Oops... I forgot to take a picture of dinner before I ate... Picture of me after my workout instead... 

Day 9: 

Breakfast: 
1 egg, ground beef, kale, and sweet potato sautéed in ghee. Also my cup of coffee with coconut milk.
Lunch: 
Big salad again! Spring mix, grape tomatoes, red bell pepper, cucumber, and avocado topped with Italian seasoned ground beef. Also had a few carrots and baby bell peppers on the side. 
Dinner: 
Herb rubbed pork loin, spaghetti squash with ghee, and broccoli, cauliflower and carrot mix. Watermelon for dessert! 
Post workout: 
Leftover chicken and a kiwi 
Snacks: 
2 applegate farms hot dogs, sauerkraut and a handful of cashews and macadamia nuts. 

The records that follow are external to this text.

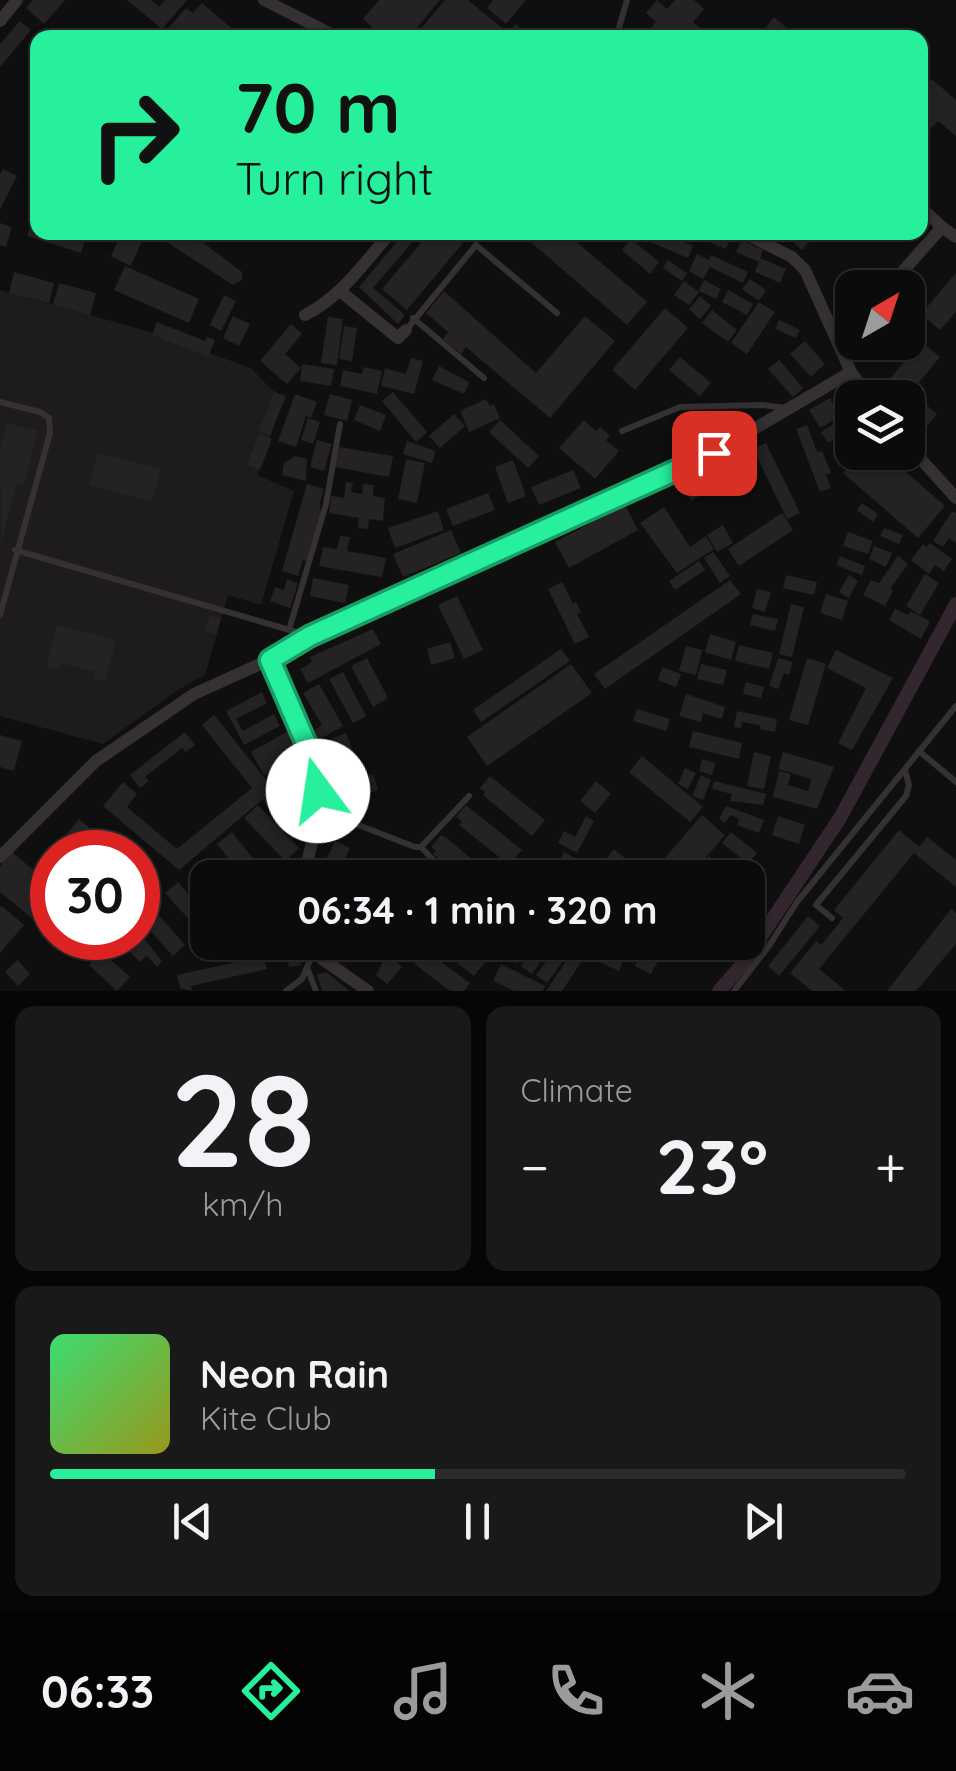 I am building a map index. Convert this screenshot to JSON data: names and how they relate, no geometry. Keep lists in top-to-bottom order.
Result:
{
  "north": "top right",
  "page": {
    "turn": ["70 m", "Turn right"],
    "limit": "30",
    "trip": "06:34 · 1 min · 320 m",
    "tile": [
      ["28", "km/h"],
      "Climate"
    ],
    "heat": ["−", "23°", "+"],
    "song": ["Neon Rain", "Kite Club"],
    "tabs": "06:33"
  }
} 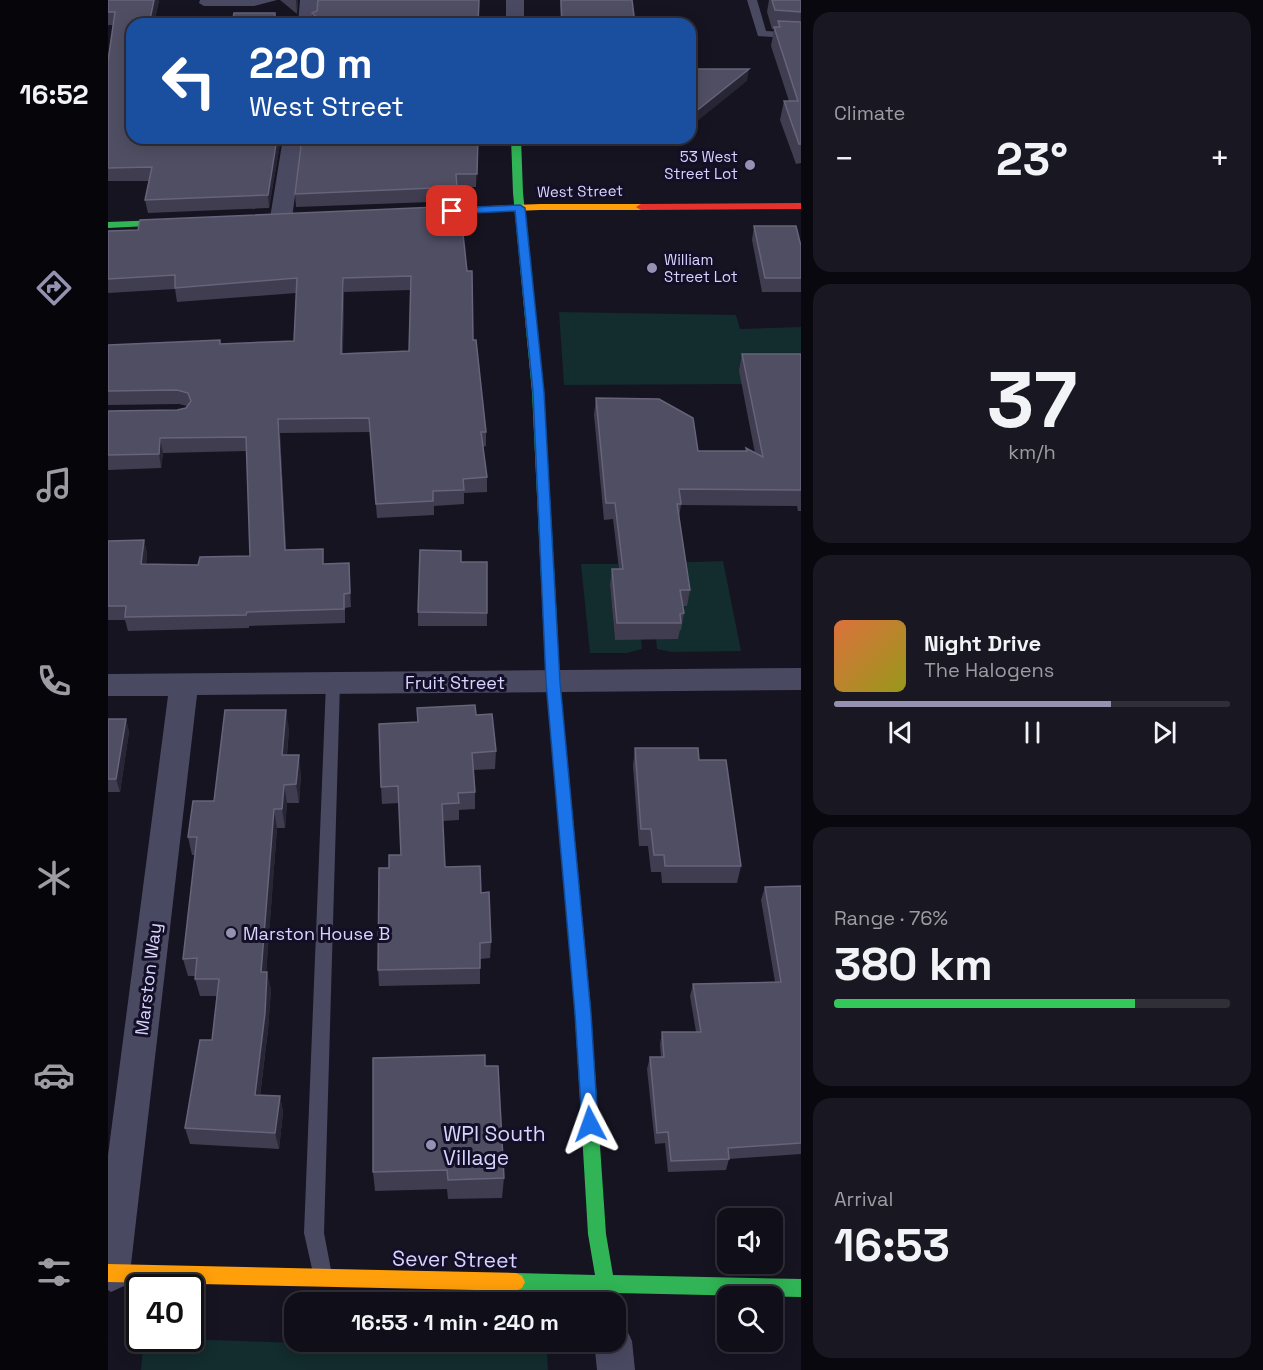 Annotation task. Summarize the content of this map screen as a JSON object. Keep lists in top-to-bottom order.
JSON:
{
  "streets": {
    "street": [
      "West Street",
      "Fruit Street",
      "Marston Way",
      "Sever Street"
    ]
  },
  "crossings": [
    ["Fruit Street", "Marston Way"],
    ["Marston Way", "Sever Street"]
  ],
  "places": [
    "53 West Street Lot",
    "William Street Lot",
    "Marston House B",
    "WPI South Village"
  ],
  "page": {
    "tabs": "16:52",
    "tile": [
      "Climate",
      ["37", "km/h"],
      ["Range · 76%", "380 km"],
      ["Arrival", "16:53"]
    ],
    "turn": ["220 m", "West Street"],
    "heat": ["−", "23°", "+"],
    "song": ["Night Drive", "The Halogens"],
    "limit": "40",
    "trip": "16:53 · 1 min · 240 m"
  }
}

** Working out has for sure upped metabolism... I'm still only eating when I'm really hungry but between high intensity workouts and exclusively breastfeeding my little one I'm burning through calories like crazy!! Adding snacks into my whole 30 is a must I am learning! ** 

Day 10: 

Breakfast:
Herb rubbed pork loin, 1 egg and green beans. All cooked with ghee. My morning coffee, caffeinated today with coconut milk! 
( I have been having smaller breakfasts so I can workout sooner after I eat!) 
Lunch: 
Spaghetti Squash, seasoned ground beef, and muir glen tomato sauce. 
Dinner: 
Homemade meatloaf, roasted asparagus and cauliflower mashed 'potatoes' 
Post workout: 
A few bites of ground beef and a handful of plantain chips
Snacks: 
A can of sardines, a cup of watermelon, a handful of cashews and a small spinach salad. 



Day 11: 

Breakfast: 
2 eggs, seasoned ground beef, leftover cauliflower broccoli and carrots, sautéed kale with ghee. My decaf coffee and coconut milk. 
Lunch: 
Leftover pork loin, sweet potato with ghee, and asparagus (I totally forgot to take a picture!) 
Dinner: 
Leftover pork and pot roast, cauliflower mashed potatoes and ghee, and mixed vegetables. Watermelon for desert 
Snacks: 
A turkey epic bar (it was surprisingly really good!), a handful of macadamia nuts and carrots, also some plantain chips after my workout and later in the night because they are just so good! 



Day 12: 

Breakfast: 
Pot roast, 2 eggs, sweet potato with ghee, mixed vegetables 
Lunch: 
Chipotle!!! Salad bowl, carnita meat, pico de gio, and lots of guac! It was so amazing! Oh and I packed some baby bell peppers so I had 5 of those too. 
Dinner: 
Leftover meatloaf, cauliflower mashed potatoes with ghee, and mixed vegetables. A handful of plantain chips for desert. 
Snacks: 
Trader joes lightly smoked sardines, 4 strawberries, handful of macadamia nuts, a spoonful of almond butter, and a few handfuls of baby carrots 



Day 13:

Breakfast: 
2 amazing eggs, ground chicken, broccoli, 4 strawberries, a few macadamia nuts and my decaf coffee with coconut oil. 
Lunch: 
Leftover meatloaf, broccoli, banana, and a handful of cashews. 
Dinner: 
Cod, Brussel sprouts with ghee
Snacks: 
Cauliflower fried 'rice', handful of plantain chips



Day 14: 

Breakfast:
2 delicious eggs, ground chicken, cauliflower fried rice, regular coffee with coconut milk in it. 
Lunch:
Salad: spinach and baby kale, yellow pepper, grape tomatoes, avocado. Topped with ground chicken and hot sauce 
Dinner: 
Chicken stir fry (chicken breasts and a bag of frozen stir fry vegetables with coconut aminos and ginger) over cauliflower fried rice. 
Snacks: 
Handful of plantain chips, handful of macadamia nuts, handful of cashews, handful of baby carrots and a small bowl of cauliflower fried rice (yes I'm obsessed with it!)



Review of the week:

Overall the week went really well. I no longer really have any cravings and I no longer really have to think about what I'm eating, it's now just how I eat. Hitting this stage makes it a lot less stressful and makes me like this whole thing even more. Also, daily I have more natural energy and I no longer even want coffee, I am sleeping better, and emotionally I'm very balanced. Thank god for foods nourishing my body and naturally balancing my hormones. 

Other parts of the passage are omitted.